UBA referee Joseph feels Principle of Verticality and Cylinder Principle are the most misunderstood fouls
He’s 65, and runs as much as any other young basketball player would. Meet Keralite Joseph John, the ex-International Basketball Federation (FIBA) referee. The former district level basketball player turned referee, says he’s aging and it affects his physical fitness, but his on court presence of mind and agility could give anyone a run for their money. Sportskeeda caught up this UBA Pro Basketball League referee to know more about his journey and what made in him fall in love with the game.
Sportskeeda: Were you always destined to be the world of basketball?
Joseph John: Looks like. Since my schooling days I was inclined towards this game. We were introduced to basketball at an early age in the school. The game always fascinated me. Also, I represented my school and college at various competitive levels as a player.
S: How did you switch to being a referee?
JJ: You could say it’s the love that brought me back to this game. Although, I am from Kerala, I was a Mumbaikar for a fairly long time. Even while I was working at a bank in Mumbai, I kept in touch with the game. I also played for a couple of clubs in Mumbai. Later, towards the end of my career as a basketball player, I intended to be a referee. I cleared my exam I was an official referee. In 1997, I recognised as a FIBA referee. So after I retired from the bank, I shifted back to Kerala and the game lured in again. And here I am at the UBA as a referee.
S: How has the journey been so far?
JJ: It has been good, with several ups and downs. But I am glad I stuck with basketball because it made the journey smooth for me. It taught me how to be a team player which helped me in my personal life to. Hence, I owe a lot to this game.
S: What is the hardest part of being a referee?
JJ: Off late I can say the physical fitness.
S: Referees’ are not God.. What about the time when you give wrong decisions?
JJ: Everyone has their perception, the way they see thing with their eyes. The players, coaches and referees all have a different point of view when on court. We see the things from our point of view which the players and coaches find it wrong sometimes. Also, we cannot always be right. We are humans after all. When we give a wrong decision, we try to accept the situation and move on because it’s inevitable. However, we try not to commit the same mistake again.
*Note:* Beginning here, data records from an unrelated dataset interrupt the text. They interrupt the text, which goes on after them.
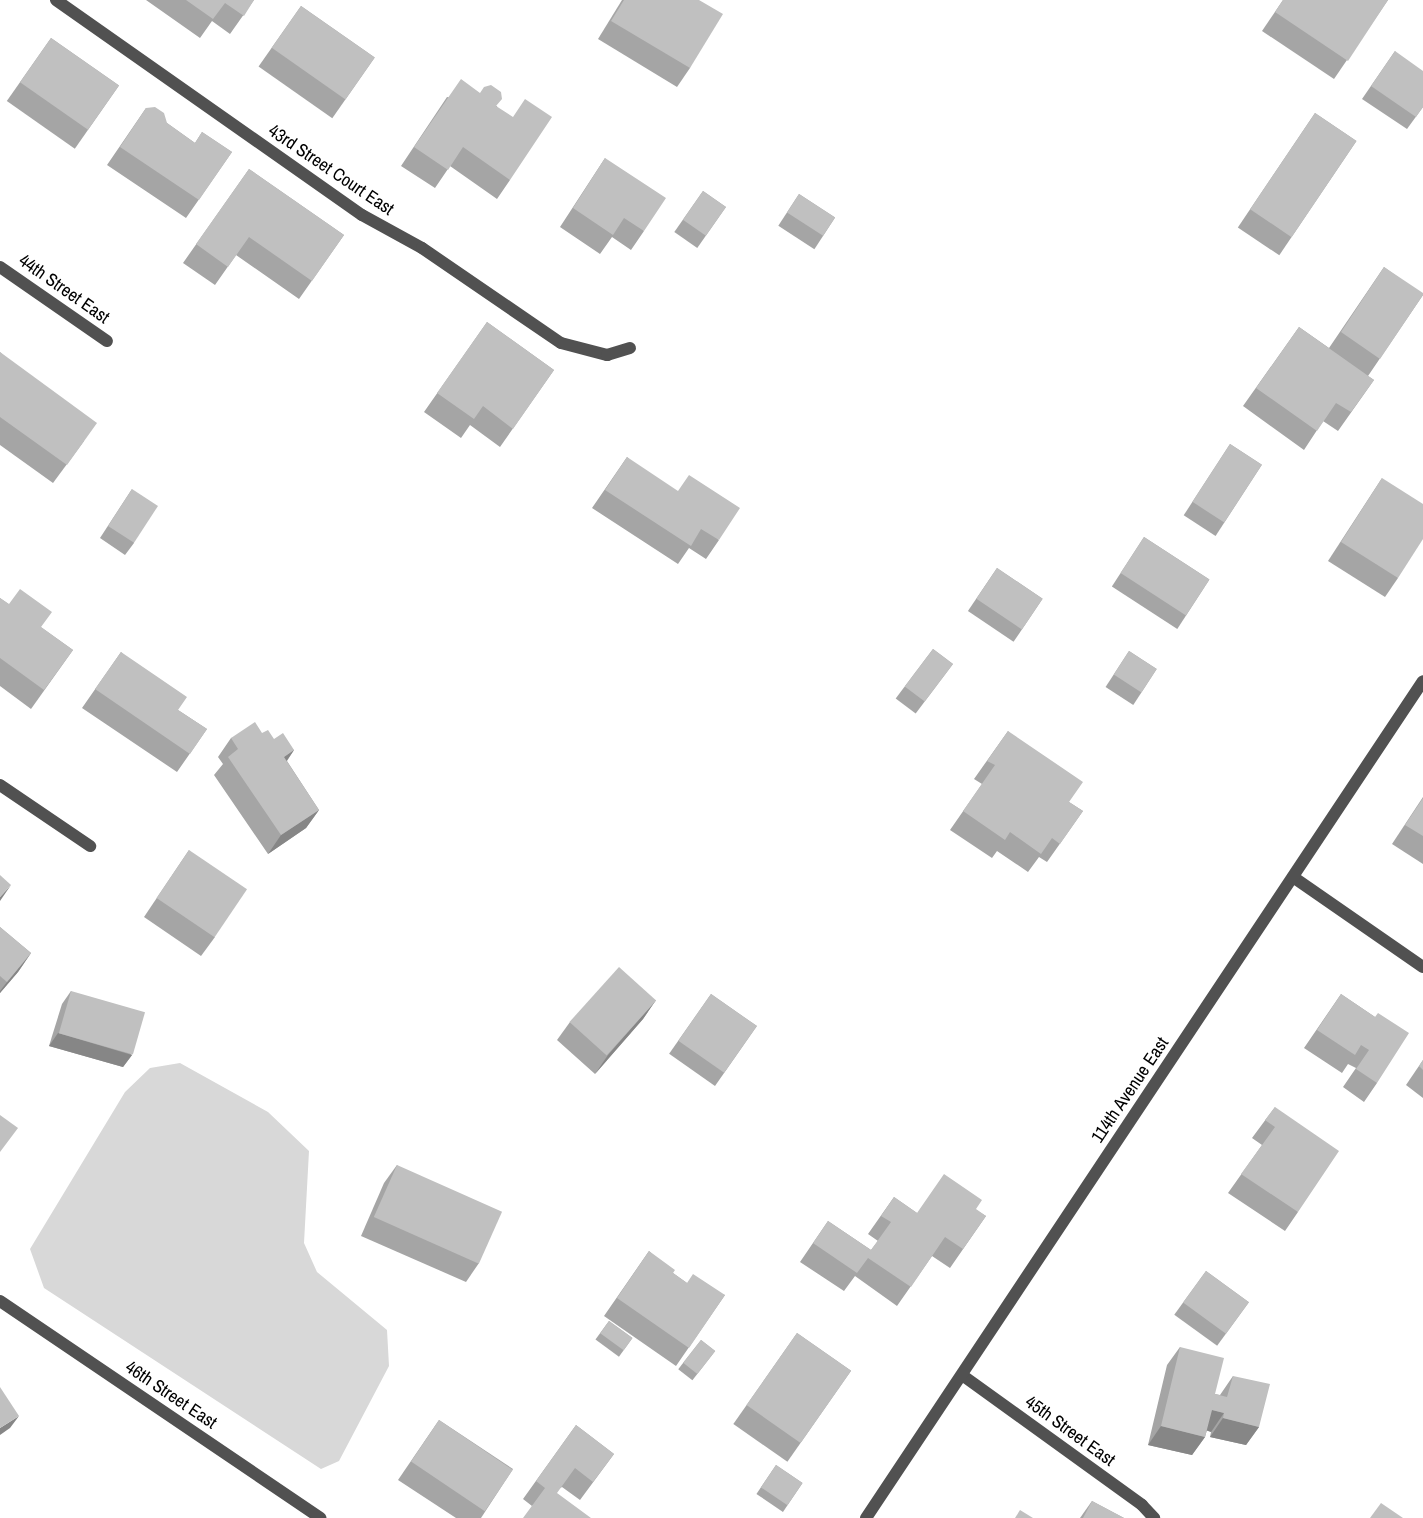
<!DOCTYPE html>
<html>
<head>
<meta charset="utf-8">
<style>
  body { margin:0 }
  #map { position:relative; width:1423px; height:1518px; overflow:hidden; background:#fff; font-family:"Archivo Narrow",sans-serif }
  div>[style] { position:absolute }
  .green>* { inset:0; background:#d8d8d8 }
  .service>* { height:12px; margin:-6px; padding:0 6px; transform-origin:6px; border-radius:6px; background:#515151 }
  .minor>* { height:12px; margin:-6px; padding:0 6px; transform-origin:6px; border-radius:6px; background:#515151 }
  .wall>* { inset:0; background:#a5a5a5; transform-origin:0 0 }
  .shaded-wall>* { inset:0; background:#868686 }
  .building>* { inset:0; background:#c0c0c0; transform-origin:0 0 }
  span { translate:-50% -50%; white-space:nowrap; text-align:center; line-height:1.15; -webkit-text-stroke:4.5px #fff; paint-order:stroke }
  .street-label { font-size:18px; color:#000 }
</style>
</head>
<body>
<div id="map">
  <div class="green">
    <i style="clip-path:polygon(180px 1063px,268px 1112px,309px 1151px,304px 1243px,317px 1272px,387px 1330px,389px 1366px,339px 1461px,321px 1469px,44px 1288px,30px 1249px,125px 1092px,150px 1068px)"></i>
  </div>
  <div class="service">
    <i style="left:0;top:785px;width:109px;rotate:34.1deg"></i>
  </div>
  <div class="minor">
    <i style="left:56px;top:0;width:374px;rotate:35.1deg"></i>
    <i style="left:362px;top:215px;width:68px;rotate:28.8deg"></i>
    <i style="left:422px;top:248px;width:168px;rotate:34.4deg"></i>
    <i style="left:561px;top:343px;width:48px;rotate:14.6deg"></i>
    <i style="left:607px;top:355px;width:24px;rotate:-17deg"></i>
    <i style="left:0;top:267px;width:130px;rotate:34.7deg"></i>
    <i style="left:1293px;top:877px;width:158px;rotate:34.7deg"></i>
    <i style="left:0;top:1301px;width:387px;rotate:34.1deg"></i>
    <i style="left:962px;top:1375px;width:222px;rotate:35.8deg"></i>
    <i style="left:1142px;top:1505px;width:18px;rotate:47deg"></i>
    <i style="left:866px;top:1518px;width:1005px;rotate:-56.36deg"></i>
  </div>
  <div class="wall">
    <i style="clip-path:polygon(146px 0,254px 0,230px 34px,212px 21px,200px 38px)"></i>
    <i style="clip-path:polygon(622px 0,699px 0,690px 68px,677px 87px,598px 39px)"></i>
    <i style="clip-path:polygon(1283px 0,1388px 0,1334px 79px,1262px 31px)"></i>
    <i style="left:301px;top:6px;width:90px;height:74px;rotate:35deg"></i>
    <i style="left:51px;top:38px;width:83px;height:77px;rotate:35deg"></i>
    <i style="clip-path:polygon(1395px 51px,1423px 107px,1407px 129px,1362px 99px)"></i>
    <i style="clip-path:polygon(447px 97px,497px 106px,510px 180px,497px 199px,450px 166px,435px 188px,401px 166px)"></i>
    <i style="clip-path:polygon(146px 108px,195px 143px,202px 132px,232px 152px,186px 218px,107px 165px)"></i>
    <i style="left:1315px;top:113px;width:50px;height:138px;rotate:34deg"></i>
    <i style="clip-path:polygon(605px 158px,644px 231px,631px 250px,612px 237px,600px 254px,560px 227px)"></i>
    <i style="clip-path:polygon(249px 169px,344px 235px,299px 299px,236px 255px,215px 285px,183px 263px)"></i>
    <i style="left:703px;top:191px;width:28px;height:50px;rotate:35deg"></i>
    <i style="left:799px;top:194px;width:43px;height:38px;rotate:33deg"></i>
    <i style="clip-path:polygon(1384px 267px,1423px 295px,1368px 376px,1374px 380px,1338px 431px,1323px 421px,1304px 450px,1243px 406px,1299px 327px,1329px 348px)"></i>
    <i style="clip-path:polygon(487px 322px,554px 370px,500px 447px,470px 425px,461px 438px,424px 412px)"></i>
    <i style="clip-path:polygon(0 352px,84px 441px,53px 483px,0 445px)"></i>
    <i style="left:1230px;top:444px;width:38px;height:85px;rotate:33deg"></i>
    <i style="clip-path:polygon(627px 457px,719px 540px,706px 559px,689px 548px,678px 564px,592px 508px)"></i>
    <i style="clip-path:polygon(1382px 478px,1398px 578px,1385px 597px,1328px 561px)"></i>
    <i style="clip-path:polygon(132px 489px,134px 543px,125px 555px,100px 538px)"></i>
    <i style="left:1144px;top:537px;width:78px;height:59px;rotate:33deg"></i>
    <i style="left:997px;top:568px;width:55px;height:52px;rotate:34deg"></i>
    <i style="clip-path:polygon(0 598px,73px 650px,31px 709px,0 686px)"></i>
    <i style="left:933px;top:649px;width:25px;height:62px;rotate:37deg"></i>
    <i style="left:1129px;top:651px;width:33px;height:43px;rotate:33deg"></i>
    <i style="clip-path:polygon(121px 652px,178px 710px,207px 729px,177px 772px,82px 708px)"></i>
    <i style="clip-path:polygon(1008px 731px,1069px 802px,1083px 811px,1047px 862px,1039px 857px,1028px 872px,997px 851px,992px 858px,950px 830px,982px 784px,974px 779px)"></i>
    <i style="clip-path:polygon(262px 733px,294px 750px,287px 761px,319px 810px,306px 828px,268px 854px,214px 775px,223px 764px,218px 757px,231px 738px)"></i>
    <i style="clip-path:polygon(1423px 797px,1423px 864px,1392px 844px)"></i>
    <i style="clip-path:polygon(189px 850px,215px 937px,201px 956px,144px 917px)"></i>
    <i style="clip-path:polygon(0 927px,31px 953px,18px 972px,0 993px)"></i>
    <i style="clip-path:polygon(71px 991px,132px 1055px,123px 1067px,49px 1046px,62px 1004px)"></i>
    <i style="left:711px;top:994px;width:56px;height:73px;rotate:35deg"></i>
    <i style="clip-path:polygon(1341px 994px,1375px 1017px,1377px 1083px,1364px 1102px,1343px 1087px,1356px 1068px,1348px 1064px,1342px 1073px,1304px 1048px)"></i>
    <i style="clip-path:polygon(656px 1000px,643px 1019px,595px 1074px,557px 1040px,570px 1022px)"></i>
    <i style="clip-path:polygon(1423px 1060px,1423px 1098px,1406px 1085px)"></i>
    <i style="clip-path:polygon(1275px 1107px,1298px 1212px,1285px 1231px,1228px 1193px,1262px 1145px,1252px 1138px)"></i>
    <i style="clip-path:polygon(397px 1165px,479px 1263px,466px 1282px,361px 1236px,384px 1183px)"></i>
    <i style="clip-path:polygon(894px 1197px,917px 1213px,976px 1210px,986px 1216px,950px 1268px,932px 1256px,897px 1306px,855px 1276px,844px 1291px,800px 1262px,828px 1221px,871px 1250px,878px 1241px,868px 1234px)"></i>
    <i style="clip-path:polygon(649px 1251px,673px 1273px,687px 1283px,725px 1295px,676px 1366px,604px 1316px)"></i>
    <i style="left:1206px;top:1271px;width:53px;height:54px;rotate:36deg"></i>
    <i style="left:609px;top:1321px;width:29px;height:23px;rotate:36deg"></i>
    <i style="left:797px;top:1333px;width:66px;height:111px;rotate:35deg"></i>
    <i style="left:701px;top:1340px;width:18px;height:37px;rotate:38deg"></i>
    <i style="clip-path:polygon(1180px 1347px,1215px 1394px,1220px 1395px,1233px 1376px,1259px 1427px,1246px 1445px,1210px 1437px,1211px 1432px,1207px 1430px,1205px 1437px,1192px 1455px,1148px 1445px,1167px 1365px)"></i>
    <i style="clip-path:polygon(439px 1420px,513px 1469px,481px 1518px,456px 1518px,398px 1480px)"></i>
    <i style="clip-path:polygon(576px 1425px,614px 1454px,580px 1500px,562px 1487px,532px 1506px,523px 1499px)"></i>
    <i style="left:776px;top:1465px;width:32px;height:35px;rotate:34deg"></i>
    <i style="clip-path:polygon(1092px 1501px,1124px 1518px,1080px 1518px)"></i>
  </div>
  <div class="shaded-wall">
    <i style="clip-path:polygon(294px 750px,281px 769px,284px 757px)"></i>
    <i style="clip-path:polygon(319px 810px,306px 828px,268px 854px,281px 835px)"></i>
    <i style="clip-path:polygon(11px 885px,0 901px,0 897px)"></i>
    <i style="clip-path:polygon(31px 953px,18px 972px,0 993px,0 991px,7px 982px)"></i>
    <i style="clip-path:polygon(656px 1000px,643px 1019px,595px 1074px,608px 1055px)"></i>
    <i style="clip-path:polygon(58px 1033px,132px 1055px,123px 1067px,49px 1046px)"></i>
    <i style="clip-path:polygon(1212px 1410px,1224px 1413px,1211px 1432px,1199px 1428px)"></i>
    <i style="clip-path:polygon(19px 1416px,10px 1428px,0 1435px,0 1428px)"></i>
    <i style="clip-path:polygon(1223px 1418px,1259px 1427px,1246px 1445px,1210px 1437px)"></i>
    <i style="clip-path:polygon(1161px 1426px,1205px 1437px,1192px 1455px,1148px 1445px)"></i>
  </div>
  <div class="building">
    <i style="clip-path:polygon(186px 0,254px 0,244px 16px,225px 3px,213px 19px)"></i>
    <i style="clip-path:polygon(624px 0,699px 0,723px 14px,690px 68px,611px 21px)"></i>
    <i style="clip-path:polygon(1283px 0,1388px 0,1348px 61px,1275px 12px)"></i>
    <i style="left:301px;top:6px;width:90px;height:51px;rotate:35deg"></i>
    <i style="left:51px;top:38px;width:83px;height:54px;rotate:35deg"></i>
    <i style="clip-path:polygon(1395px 51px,1423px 71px,1423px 107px,1416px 117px,1371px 86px)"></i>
    <i style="clip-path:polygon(461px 79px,480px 93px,484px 87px,491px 85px,501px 92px,502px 99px,496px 106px,513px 117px,525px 99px,552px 117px,510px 180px,463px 147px,448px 170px,414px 147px)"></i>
    <i style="clip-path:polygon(155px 107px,164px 113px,167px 123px,195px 143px,202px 132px,232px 152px,199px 200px,120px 147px,146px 108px)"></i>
    <i style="left:1315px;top:113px;width:50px;height:116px;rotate:34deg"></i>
    <i style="clip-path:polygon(605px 158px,666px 198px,644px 231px,624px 218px,613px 235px,573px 208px)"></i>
    <i style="clip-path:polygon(249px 169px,344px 235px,312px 281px,249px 237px,228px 267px,196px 244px)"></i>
    <i style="left:703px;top:191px;width:28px;height:35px;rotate:35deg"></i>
    <i style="left:799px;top:194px;width:43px;height:22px;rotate:33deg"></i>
    <i style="clip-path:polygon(1384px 267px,1423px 293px,1423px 295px,1380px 359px,1341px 332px)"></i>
    <i style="clip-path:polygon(487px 322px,554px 370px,513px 429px,483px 406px,474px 419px,437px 393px)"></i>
    <i style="clip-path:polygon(1299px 327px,1374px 380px,1351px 412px,1336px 403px,1317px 431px,1256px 388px)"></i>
    <i style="clip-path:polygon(0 352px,97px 423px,67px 465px,0 417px)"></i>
    <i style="left:1230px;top:444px;width:38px;height:69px;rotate:33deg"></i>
    <i style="clip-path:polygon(627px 457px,678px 491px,689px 475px,740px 508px,719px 540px,701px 529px,691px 546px,605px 490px)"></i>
    <i style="clip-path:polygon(1382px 478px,1423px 504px,1423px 539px,1398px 578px,1341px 542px)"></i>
    <i style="left:132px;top:489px;width:31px;height:44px;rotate:33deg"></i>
    <i style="left:1144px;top:537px;width:78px;height:43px;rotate:33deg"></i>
    <i style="left:997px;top:568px;width:55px;height:37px;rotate:34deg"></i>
    <i style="clip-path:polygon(20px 589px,52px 612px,41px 627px,73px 650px,44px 690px,0 658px,0 598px,9px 604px)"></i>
    <i style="left:933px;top:649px;width:25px;height:47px;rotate:37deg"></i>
    <i style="left:1129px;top:651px;width:33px;height:28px;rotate:33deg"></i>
    <i style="clip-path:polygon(121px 652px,187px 697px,178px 710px,207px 729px,190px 754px,95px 689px)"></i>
    <i style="clip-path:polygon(255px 722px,262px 733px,268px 730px,274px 739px,283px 733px,294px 750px,284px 757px,319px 810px,281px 835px,228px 757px,238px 749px,231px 738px)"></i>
    <i style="clip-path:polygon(1008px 731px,1083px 782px,1069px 802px,1083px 811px,1060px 844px,1052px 838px,1041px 854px,1010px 832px,1005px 840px,963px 811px,995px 765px,987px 761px)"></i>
    <i style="clip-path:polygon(1423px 798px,1423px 836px,1405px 825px)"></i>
    <i style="left:189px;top:850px;width:70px;height:58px;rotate:34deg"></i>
    <i style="clip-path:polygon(0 875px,11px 885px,0 897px)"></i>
    <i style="clip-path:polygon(0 927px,31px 953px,7px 982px,0 976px)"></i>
    <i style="left:619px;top:967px;width:50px;height:74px;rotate:42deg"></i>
    <i style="left:71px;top:991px;width:77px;height:44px;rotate:16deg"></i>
    <i style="left:711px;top:994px;width:56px;height:57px;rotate:35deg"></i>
    <i style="clip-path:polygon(1341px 994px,1375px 1017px,1378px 1013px,1409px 1033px,1377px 1083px,1356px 1069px,1369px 1050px,1361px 1045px,1355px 1055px,1317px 1030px)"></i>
    <i style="clip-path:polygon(1423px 1060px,1423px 1070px,1419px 1066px)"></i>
    <i style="clip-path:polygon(1275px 1107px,1339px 1151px,1298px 1212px,1241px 1174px,1275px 1127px,1265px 1120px)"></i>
    <i style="clip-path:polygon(0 1115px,18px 1128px,0 1152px)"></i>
    <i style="left:397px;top:1165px;width:115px;height:57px;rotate:24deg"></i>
    <i style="clip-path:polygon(944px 1174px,982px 1200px,976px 1209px,986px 1216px,963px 1249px,945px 1237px,911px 1287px,868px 1258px,857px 1273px,813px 1243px,828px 1221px,871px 1250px,891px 1222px,881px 1216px,894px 1197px,917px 1213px)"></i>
    <i style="clip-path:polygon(649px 1251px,675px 1270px,673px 1273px,687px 1283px,693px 1274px,725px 1295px,689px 1348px,617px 1298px)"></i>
    <i style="left:1206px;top:1271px;width:53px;height:39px;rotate:36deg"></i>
    <i style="left:609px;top:1321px;width:29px;height:15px;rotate:36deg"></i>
    <i style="left:797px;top:1333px;width:66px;height:88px;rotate:35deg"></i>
    <i style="left:701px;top:1340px;width:18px;height:29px;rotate:38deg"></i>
    <i style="clip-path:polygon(1180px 1347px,1224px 1358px,1215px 1394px,1227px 1397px,1233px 1376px,1270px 1384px,1259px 1427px,1223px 1418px,1224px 1413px,1212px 1410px,1205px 1437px,1161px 1426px)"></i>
    <i style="clip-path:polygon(0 1387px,19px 1416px,0 1428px)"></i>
    <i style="left:439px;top:1420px;width:89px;height:50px;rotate:34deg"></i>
    <i style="clip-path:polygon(576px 1425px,614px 1454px,593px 1482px,575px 1468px,557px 1493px,591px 1518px,523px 1518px,545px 1488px,536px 1481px)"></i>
    <i style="left:776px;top:1465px;width:32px;height:27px;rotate:34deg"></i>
    <i style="clip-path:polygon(1092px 1501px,1124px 1518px,1083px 1518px)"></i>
    <i style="clip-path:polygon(1381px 1503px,1403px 1518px,1370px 1518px)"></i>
    <i style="clip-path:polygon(1020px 1510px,1033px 1518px,1015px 1518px)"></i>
  </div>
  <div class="street-label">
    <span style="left:331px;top:170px;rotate:34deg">43rd Street Court East</span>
    <span style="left:64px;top:289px;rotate:35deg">44th Street East</span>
    <span style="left:1130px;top:1090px;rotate:-56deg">114th Avenue East</span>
    <span style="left:171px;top:1395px;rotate:34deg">46th Street East</span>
    <span style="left:1070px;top:1431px;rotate:36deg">45th Street East</span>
  </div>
</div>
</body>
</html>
S: Any rules, fouls or signals that the players or coaches find it hard to understand?
JJ: The most misunderstood fouls are the Principle of Verticality and Cylinder Principle. Each player has their own imaginary cylinder over them and when someone breaks it, it’s a foul. And when we call the foul on that player he thinks he hasn’t done anything wrong. As a referee, we have to analyse situation and give an unbiased decision and that’s what we do.